Le début du texte (« un esprit drolatique dans lequel la bêtise entre comme élément principal ») annonce un changement de ton et de registre, une sorte de récréation (« tous les jeunes gens éclatèrent de rire »). Pour le temps d'un repas, le drame pressenti laisse place à la gaieté –conventionnelle certes mais effective dans l'instant de propos de table, le plaisir d'un comportement festif, d'un usage de langage qui mêle  jeux de mots et jeux d'esprit (santerama, froidorama, froitorama, « ma petite estomac est descendue usque ad talones », « docteur en droit-travers »). Alors qu'en 1835 (date de la première édition du Père Goriot, rappelons-le), Balzac s'est imposé comme un romancier, documenté, pédagogue, dramatique, il redevient ici facétieux ou boulevardier, à l'instar du journaliste mondain qu'il fut en 1830, pour un régal de calembours phonétiques. Il s'amuse à amuser son lecteur, sans scrupules et avec la virtuosité du conteur sûr de ses effets. Il prend seulement la précaution de faire précéder ce déchaînement verbal d'un topos pédagogique sur « cette espèce d'argot » et de le justifier par un effet d'actualité : Diorama, salle mobile tournant autour d'un paysage peint sur toile. Mais, désinvolte, il se trompe de trois ans puisque cette invention ne date que de 1822 !

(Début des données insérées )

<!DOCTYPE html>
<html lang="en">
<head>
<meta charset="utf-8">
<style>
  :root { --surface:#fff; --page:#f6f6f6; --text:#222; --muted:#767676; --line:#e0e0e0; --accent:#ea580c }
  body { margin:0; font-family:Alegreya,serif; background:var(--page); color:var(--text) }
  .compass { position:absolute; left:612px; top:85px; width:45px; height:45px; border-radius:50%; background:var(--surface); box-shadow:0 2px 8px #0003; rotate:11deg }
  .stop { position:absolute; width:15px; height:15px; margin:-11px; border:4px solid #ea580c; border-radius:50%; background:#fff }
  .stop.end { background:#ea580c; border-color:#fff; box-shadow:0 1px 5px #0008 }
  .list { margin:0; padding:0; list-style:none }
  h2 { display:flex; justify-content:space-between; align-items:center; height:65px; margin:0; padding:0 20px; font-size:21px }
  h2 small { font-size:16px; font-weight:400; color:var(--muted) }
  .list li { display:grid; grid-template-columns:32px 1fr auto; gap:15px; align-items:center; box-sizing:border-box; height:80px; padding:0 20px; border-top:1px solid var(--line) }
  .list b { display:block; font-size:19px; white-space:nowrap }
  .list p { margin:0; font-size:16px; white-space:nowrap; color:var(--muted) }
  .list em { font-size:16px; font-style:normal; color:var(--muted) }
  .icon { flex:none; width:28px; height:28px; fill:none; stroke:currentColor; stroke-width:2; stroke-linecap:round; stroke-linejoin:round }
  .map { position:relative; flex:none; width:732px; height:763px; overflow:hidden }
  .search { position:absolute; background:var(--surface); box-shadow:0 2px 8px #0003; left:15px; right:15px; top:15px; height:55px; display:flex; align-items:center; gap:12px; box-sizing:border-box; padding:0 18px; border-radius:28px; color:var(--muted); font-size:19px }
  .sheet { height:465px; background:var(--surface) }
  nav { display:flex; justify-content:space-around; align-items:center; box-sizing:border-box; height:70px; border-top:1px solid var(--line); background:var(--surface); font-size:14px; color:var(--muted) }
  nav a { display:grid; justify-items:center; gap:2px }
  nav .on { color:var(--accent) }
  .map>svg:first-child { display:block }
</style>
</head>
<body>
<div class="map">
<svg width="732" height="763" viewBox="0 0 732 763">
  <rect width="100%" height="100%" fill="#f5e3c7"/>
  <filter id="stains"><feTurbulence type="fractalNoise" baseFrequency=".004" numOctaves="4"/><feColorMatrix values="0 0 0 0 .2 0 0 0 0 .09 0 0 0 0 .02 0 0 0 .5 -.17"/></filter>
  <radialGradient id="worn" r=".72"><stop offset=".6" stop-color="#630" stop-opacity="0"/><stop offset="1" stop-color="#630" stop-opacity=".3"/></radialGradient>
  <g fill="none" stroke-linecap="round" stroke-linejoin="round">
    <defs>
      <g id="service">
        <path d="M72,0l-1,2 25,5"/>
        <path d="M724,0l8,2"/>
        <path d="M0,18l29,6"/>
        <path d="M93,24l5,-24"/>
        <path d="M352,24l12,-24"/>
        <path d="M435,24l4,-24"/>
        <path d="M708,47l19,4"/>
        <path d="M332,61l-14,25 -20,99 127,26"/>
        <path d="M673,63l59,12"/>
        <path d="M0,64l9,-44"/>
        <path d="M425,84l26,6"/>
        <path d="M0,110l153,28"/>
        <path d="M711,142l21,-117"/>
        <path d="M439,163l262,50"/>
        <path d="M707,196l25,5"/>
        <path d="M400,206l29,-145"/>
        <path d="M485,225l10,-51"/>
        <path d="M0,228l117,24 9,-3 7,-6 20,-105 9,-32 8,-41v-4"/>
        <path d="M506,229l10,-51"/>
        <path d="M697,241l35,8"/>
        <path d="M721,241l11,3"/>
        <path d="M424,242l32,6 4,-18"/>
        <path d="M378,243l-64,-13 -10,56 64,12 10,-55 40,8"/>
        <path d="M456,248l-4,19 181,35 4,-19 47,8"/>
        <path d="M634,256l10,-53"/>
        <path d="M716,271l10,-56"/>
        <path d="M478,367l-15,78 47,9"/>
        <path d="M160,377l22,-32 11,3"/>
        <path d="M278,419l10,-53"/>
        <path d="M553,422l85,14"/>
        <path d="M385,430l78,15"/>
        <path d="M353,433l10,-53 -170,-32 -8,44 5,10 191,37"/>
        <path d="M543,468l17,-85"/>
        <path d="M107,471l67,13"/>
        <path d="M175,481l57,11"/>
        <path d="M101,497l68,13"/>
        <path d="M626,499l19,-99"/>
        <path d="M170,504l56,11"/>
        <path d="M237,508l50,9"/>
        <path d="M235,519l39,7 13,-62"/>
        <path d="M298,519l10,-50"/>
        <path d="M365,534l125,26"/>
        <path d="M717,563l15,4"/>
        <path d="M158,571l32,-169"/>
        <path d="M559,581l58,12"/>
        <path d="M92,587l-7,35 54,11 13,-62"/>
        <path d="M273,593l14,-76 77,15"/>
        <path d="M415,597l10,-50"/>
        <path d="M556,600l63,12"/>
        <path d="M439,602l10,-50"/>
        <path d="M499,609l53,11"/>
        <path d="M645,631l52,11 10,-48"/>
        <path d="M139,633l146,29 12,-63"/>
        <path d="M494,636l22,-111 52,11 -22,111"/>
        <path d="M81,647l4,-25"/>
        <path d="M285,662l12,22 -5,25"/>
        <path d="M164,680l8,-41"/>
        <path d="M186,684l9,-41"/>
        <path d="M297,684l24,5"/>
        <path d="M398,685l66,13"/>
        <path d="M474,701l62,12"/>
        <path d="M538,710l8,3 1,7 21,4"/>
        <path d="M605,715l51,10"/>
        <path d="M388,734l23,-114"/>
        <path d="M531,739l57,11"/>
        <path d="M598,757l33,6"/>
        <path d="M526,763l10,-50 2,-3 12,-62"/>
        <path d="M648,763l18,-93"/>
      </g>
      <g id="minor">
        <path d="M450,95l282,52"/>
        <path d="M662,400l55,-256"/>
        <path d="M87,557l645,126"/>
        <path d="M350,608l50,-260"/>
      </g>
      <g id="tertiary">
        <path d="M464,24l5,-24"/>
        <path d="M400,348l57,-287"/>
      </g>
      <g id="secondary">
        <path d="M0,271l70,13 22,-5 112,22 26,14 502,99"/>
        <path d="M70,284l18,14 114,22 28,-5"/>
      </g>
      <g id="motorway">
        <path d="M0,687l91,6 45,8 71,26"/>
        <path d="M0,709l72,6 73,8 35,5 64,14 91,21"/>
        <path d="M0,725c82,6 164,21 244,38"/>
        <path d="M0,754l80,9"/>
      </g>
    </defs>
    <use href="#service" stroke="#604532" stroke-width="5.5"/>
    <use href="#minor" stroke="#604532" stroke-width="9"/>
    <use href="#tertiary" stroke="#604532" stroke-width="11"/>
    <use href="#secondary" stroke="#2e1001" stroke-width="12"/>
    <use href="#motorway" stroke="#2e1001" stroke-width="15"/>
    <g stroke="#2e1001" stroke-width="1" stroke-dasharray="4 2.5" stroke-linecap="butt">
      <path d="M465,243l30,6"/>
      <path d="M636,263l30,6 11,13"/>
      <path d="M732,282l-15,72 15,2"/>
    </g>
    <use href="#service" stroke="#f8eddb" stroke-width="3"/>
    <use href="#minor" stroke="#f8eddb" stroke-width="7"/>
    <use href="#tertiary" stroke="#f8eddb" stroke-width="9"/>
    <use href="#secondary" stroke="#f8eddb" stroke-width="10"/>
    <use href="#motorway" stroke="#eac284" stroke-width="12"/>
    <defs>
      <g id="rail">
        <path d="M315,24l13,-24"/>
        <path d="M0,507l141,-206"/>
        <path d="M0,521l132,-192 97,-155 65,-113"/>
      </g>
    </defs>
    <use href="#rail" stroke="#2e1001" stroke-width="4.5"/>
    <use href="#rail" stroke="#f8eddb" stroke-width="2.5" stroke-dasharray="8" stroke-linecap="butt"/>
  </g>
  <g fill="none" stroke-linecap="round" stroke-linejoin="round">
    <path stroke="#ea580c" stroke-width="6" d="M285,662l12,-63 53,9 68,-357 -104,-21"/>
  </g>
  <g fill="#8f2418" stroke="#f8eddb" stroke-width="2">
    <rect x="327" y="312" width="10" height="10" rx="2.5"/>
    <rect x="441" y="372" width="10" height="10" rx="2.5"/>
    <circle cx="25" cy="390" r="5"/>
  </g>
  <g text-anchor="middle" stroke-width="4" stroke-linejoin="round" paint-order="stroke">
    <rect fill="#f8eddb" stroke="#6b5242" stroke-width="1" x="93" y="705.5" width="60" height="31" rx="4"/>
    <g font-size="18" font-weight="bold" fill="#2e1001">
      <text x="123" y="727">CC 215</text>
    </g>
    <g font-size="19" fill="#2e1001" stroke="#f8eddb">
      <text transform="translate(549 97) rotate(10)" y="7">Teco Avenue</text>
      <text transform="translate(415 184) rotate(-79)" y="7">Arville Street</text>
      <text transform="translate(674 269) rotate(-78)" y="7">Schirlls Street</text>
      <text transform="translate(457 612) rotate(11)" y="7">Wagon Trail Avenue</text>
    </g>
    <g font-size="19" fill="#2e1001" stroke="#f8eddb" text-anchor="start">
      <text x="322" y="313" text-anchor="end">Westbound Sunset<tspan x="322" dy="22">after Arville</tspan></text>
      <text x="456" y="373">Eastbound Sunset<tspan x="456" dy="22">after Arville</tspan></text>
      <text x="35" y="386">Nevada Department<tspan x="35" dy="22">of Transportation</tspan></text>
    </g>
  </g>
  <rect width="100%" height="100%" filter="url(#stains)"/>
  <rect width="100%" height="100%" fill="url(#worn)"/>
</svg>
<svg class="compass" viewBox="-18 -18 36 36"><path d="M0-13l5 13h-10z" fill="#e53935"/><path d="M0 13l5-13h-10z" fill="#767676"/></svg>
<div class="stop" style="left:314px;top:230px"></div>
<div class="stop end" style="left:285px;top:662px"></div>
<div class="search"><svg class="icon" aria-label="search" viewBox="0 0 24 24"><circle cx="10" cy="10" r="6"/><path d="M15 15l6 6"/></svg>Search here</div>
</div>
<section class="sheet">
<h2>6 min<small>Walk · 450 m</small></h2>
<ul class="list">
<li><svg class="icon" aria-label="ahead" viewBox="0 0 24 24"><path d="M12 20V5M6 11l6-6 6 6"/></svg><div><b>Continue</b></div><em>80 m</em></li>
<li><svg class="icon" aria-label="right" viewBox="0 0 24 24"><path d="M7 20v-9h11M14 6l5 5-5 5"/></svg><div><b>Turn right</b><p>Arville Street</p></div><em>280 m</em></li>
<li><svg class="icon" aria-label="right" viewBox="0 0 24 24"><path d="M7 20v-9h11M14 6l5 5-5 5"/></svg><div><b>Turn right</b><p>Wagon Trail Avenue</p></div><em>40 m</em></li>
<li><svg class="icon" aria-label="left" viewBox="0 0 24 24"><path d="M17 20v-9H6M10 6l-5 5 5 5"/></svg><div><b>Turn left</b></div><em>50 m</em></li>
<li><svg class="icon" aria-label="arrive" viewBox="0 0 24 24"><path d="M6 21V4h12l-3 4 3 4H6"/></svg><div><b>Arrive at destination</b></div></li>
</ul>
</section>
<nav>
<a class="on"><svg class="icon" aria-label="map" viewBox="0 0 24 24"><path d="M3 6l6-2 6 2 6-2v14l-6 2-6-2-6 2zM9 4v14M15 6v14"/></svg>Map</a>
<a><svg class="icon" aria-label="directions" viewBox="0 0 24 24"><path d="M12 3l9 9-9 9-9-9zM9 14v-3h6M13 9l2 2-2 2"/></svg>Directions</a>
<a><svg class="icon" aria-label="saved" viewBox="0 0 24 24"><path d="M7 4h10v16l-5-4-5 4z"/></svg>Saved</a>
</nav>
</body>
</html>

Les choses sérieuses, la cruauté ambiante et les desseins de chacun sont pourtant là, en-dessous, dans ce qui n'est pas dit et peut se deviner ou ce qui se comprendra après coup : dans ce que suggère l'arrivée « douce » de Judas (« qui ne l'a pas rencontré ! ») sous les traits de Mademoiselle Michonneau, « chauve-souris » ou « long ver » de bois, l'annonce plaisante des ambitions du « marquis » Rastignac, le « chagrin » de Madame Couture et de Victorine, la méchanceté gratuite contre Goriot et même dans «l'illustre monsieur Vautrin », dont le lecteur ne saisira l'ironie que lors de l'arrestation du bagnard caché sous ce faux nom. Mais dans l'instant le « rama » fait merveille, il emporte tout dans sa sarabande, tout en inscrivant du vrai par la référence au lancement d'un spectacle populaire ou dans la bouche du futur médecin, l'allusion aux bosses de Gall (lancez une recherche sur ce nom si vous souhaitez en savoir plus sur celui dont les systèmes ont fasciné Balzac).

 

III. Physiologie d'une micro-société

Mais ce n'est pas seulement une insertion dans la trame narrative qui corrige l'apparente gratuité de ce morceau de bravoure ou qui donne sens à ce vif échange de paroles, ni même le fait que la personnalité de chacun –acteur et témoin- y est efficacement maintenue malgré le mélange des voix. La scène vaut pour elle-même en tant qu'esquisse « physiologique » selon le nom de ce genre qui fera fortune en librairie au début des années 1840, présentation du fonctionnement d'un groupe (celui des pensionnaires en l'occurrence) observé comme tel, dans son comportement, et des rapports interpersonnels qui s'y manifestent.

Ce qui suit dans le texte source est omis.